**Aim of the exercise**
Every line of the material must be copied exactly.

**Listed entries**
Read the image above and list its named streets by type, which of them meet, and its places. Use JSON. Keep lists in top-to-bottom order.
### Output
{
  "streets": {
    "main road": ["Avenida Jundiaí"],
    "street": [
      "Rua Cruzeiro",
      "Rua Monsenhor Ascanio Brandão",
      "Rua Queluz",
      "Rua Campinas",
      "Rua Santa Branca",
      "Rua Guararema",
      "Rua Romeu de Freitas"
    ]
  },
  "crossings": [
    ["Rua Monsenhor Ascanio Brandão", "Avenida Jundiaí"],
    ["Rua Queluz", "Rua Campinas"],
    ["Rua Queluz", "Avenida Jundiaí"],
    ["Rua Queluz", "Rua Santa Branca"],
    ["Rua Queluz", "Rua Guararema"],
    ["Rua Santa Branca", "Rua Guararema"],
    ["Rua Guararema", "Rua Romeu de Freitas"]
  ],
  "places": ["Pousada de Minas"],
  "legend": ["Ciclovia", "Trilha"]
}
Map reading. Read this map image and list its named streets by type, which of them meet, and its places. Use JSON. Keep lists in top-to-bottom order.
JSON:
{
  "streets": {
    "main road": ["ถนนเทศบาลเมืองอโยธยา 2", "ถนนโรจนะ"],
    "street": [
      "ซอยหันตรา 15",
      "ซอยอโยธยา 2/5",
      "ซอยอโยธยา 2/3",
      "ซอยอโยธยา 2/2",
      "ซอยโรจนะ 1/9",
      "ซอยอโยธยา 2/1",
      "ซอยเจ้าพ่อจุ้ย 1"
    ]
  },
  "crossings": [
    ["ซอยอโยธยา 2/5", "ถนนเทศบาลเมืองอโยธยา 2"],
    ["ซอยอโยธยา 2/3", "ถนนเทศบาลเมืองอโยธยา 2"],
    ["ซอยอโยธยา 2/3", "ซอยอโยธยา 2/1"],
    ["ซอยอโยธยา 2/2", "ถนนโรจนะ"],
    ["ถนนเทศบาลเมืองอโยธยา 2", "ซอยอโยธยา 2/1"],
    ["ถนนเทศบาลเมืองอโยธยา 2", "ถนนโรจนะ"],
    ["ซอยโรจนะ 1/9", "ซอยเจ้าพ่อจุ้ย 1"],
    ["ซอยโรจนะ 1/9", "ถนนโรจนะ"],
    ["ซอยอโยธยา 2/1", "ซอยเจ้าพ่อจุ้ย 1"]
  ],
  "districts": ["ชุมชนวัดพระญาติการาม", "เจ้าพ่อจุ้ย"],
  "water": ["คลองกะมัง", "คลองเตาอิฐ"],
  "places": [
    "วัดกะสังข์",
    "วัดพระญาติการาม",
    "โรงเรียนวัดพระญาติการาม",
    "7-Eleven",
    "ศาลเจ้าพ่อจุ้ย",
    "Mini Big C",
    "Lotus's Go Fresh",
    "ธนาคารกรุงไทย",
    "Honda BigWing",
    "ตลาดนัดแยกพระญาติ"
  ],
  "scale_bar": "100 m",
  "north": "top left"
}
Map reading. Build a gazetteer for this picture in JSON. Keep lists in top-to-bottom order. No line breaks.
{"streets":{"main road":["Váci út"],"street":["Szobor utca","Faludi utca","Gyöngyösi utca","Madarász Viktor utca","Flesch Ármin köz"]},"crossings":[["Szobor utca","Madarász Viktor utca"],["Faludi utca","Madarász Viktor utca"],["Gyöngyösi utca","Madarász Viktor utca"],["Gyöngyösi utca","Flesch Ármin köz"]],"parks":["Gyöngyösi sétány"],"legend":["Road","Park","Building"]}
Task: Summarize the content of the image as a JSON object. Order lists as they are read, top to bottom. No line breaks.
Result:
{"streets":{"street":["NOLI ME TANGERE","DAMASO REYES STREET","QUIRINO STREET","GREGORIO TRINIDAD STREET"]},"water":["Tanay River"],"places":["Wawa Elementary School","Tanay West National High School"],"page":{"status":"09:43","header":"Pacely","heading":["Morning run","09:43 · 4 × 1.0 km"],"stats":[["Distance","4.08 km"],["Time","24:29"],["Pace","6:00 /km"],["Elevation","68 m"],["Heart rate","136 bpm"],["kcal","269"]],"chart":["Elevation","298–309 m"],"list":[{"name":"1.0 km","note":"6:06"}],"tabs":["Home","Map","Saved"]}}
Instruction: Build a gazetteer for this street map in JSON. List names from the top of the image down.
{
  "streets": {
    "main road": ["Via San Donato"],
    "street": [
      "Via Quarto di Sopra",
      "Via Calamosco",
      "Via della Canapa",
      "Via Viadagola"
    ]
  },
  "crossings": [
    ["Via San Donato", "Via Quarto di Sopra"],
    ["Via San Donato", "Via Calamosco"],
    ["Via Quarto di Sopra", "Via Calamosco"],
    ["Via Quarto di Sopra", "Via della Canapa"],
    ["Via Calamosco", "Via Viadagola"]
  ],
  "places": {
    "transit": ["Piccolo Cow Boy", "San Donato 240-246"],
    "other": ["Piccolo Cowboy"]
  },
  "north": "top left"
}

**Result for this task**
Read the image above and list its named streets by type, which of them meet, and its places. Use JSON. Keep lists in top-to-bottom order.
### Output
{
  "streets": {
    "main road": ["Avenida Jundiaí"],
    "street": [
      "Rua Cruzeiro",
      "Rua Monsenhor Ascanio Brandão",
      "Rua Queluz",
      "Rua Campinas",
      "Rua Santa Branca",
      "Rua Guararema",
      "Rua Romeu de Freitas"
    ]
  },
  "crossings": [
    ["Rua Monsenhor Ascanio Brandão", "Avenida Jundiaí"],
    ["Rua Queluz", "Rua Campinas"],
    ["Rua Queluz", "Avenida Jundiaí"],
    ["Rua Queluz", "Rua Santa Branca"],
    ["Rua Queluz", "Rua Guararema"],
    ["Rua Santa Branca", "Rua Guararema"],
    ["Rua Guararema", "Rua Romeu de Freitas"]
  ],
  "places": ["Pousada de Minas"],
  "legend": ["Ciclovia", "Trilha"]
}
Map reading. Read this map image and list its named streets by type, which of them meet, and its places. Use JSON. Keep lists in top-to-bottom order.
JSON:
{
  "streets": {
    "main road": ["ถนนเทศบาลเมืองอโยธยา 2", "ถนนโรจนะ"],
    "street": [
      "ซอยหันตรา 15",
      "ซอยอโยธยา 2/5",
      "ซอยอโยธยา 2/3",
      "ซอยอโยธยา 2/2",
      "ซอยโรจนะ 1/9",
      "ซอยอโยธยา 2/1",
      "ซอยเจ้าพ่อจุ้ย 1"
    ]
  },
  "crossings": [
    ["ซอยอโยธยา 2/5", "ถนนเทศบาลเมืองอโยธยา 2"],
    ["ซอยอโยธยา 2/3", "ถนนเทศบาลเมืองอโยธยา 2"],
    ["ซอยอโยธยา 2/3", "ซอยอโยธยา 2/1"],
    ["ซอยอโยธยา 2/2", "ถนนโรจนะ"],
    ["ถนนเทศบาลเมืองอโยธยา 2", "ซอยอโยธยา 2/1"],
    ["ถนนเทศบาลเมืองอโยธยา 2", "ถนนโรจนะ"],
    ["ซอยโรจนะ 1/9", "ซอยเจ้าพ่อจุ้ย 1"],
    ["ซอยโรจนะ 1/9", "ถนนโรจนะ"],
    ["ซอยอโยธยา 2/1", "ซอยเจ้าพ่อจุ้ย 1"]
  ],
  "districts": ["ชุมชนวัดพระญาติการาม", "เจ้าพ่อจุ้ย"],
  "water": ["คลองกะมัง", "คลองเตาอิฐ"],
  "places": [
    "วัดกะสังข์",
    "วัดพระญาติการาม",
    "โรงเรียนวัดพระญาติการาม",
    "7-Eleven",
    "ศาลเจ้าพ่อจุ้ย",
    "Mini Big C",
    "Lotus's Go Fresh",
    "ธนาคารกรุงไทย",
    "Honda BigWing",
    "ตลาดนัดแยกพระญาติ"
  ],
  "scale_bar": "100 m",
  "north": "top left"
}
Map reading. Build a gazetteer for this picture in JSON. Keep lists in top-to-bottom order. No line breaks.
{"streets":{"main road":["Váci út"],"street":["Szobor utca","Faludi utca","Gyöngyösi utca","Madarász Viktor utca","Flesch Ármin köz"]},"crossings":[["Szobor utca","Madarász Viktor utca"],["Faludi utca","Madarász Viktor utca"],["Gyöngyösi utca","Madarász Viktor utca"],["Gyöngyösi utca","Flesch Ármin köz"]],"parks":["Gyöngyösi sétány"],"legend":["Road","Park","Building"]}
Task: Summarize the content of the image as a JSON object. Order lists as they are read, top to bottom. No line breaks.
Result:
{"streets":{"street":["NOLI ME TANGERE","DAMASO REYES STREET","QUIRINO STREET","GREGORIO TRINIDAD STREET"]},"water":["Tanay River"],"places":["Wawa Elementary School","Tanay West National High School"],"page":{"status":"09:43","header":"Pacely","heading":["Morning run","09:43 · 4 × 1.0 km"],"stats":[["Distance","4.08 km"],["Time","24:29"],["Pace","6:00 /km"],["Elevation","68 m"],["Heart rate","136 bpm"],["kcal","269"]],"chart":["Elevation","298–309 m"],"list":[{"name":"1.0 km","note":"6:06"}],"tabs":["Home","Map","Saved"]}}
Instruction: Build a gazetteer for this street map in JSON. List names from the top of the image down.
{
  "streets": {
    "main road": ["Via San Donato"],
    "street": [
      "Via Quarto di Sopra",
      "Via Calamosco",
      "Via della Canapa",
      "Via Viadagola"
    ]
  },
  "crossings": [
    ["Via San Donato", "Via Quarto di Sopra"],
    ["Via San Donato", "Via Calamosco"],
    ["Via Quarto di Sopra", "Via Calamosco"],
    ["Via Quarto di Sopra", "Via della Canapa"],
    ["Via Calamosco", "Via Viadagola"]
  ],
  "places": {
    "transit": ["Piccolo Cow Boy", "San Donato 240-246"],
    "other": ["Piccolo Cowboy"]
  },
  "north": "top left"
}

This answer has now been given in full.